Problem statement -
Keep the pictures out. Write out every line of the listing exactly.

Information provided -
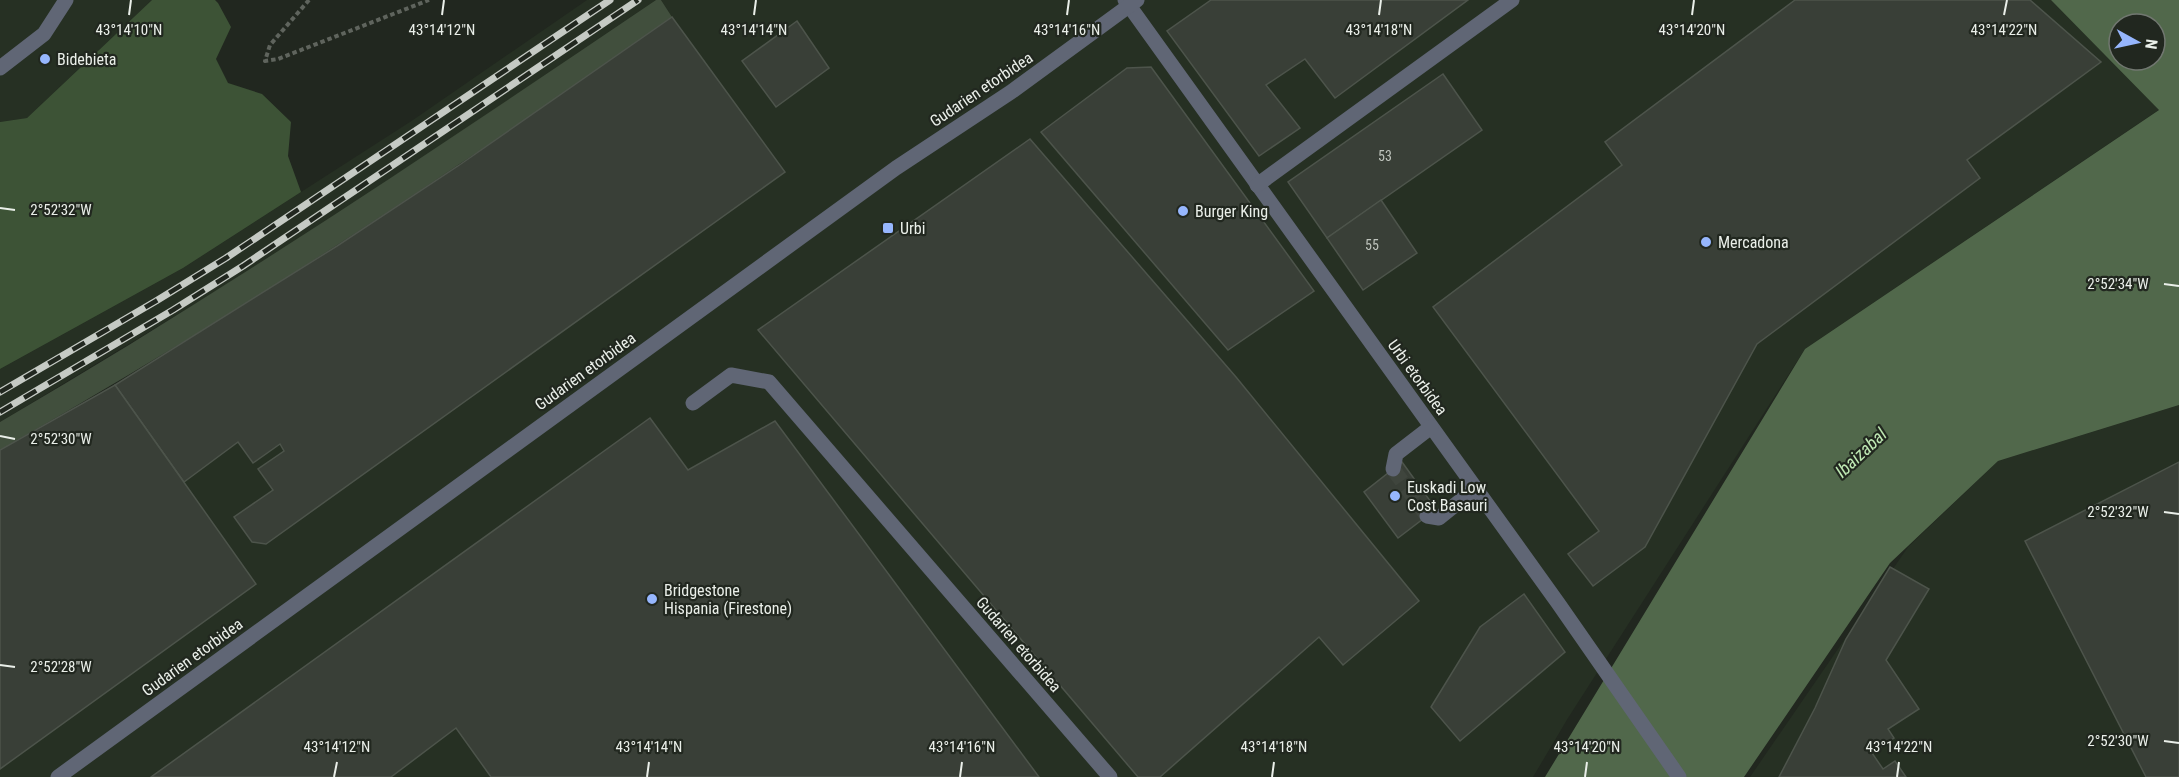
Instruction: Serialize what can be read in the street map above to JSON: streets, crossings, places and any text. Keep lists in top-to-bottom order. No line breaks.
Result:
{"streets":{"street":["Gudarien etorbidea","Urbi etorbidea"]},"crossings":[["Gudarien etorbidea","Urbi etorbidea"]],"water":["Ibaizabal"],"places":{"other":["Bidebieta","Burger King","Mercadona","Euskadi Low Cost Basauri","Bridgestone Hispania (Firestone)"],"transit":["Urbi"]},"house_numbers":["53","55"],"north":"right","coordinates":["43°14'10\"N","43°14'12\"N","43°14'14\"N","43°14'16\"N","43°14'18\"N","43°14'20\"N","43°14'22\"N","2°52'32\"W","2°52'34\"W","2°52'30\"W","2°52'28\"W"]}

Task output -
Instruction: Serialize what can be read in the street map above to JSON: streets, crossings, places and any text. Keep lists in top-to-bottom order. No line breaks.
Result:
{"streets":{"street":["Gudarien etorbidea","Urbi etorbidea"]},"crossings":[["Gudarien etorbidea","Urbi etorbidea"]],"water":["Ibaizabal"],"places":{"other":["Bidebieta","Burger King","Mercadona","Euskadi Low Cost Basauri","Bridgestone Hispania (Firestone)"],"transit":["Urbi"]},"house_numbers":["53","55"],"north":"right","coordinates":["43°14'10\"N","43°14'12\"N","43°14'14\"N","43°14'16\"N","43°14'18\"N","43°14'20\"N","43°14'22\"N","2°52'32\"W","2°52'34\"W","2°52'30\"W","2°52'28\"W"]}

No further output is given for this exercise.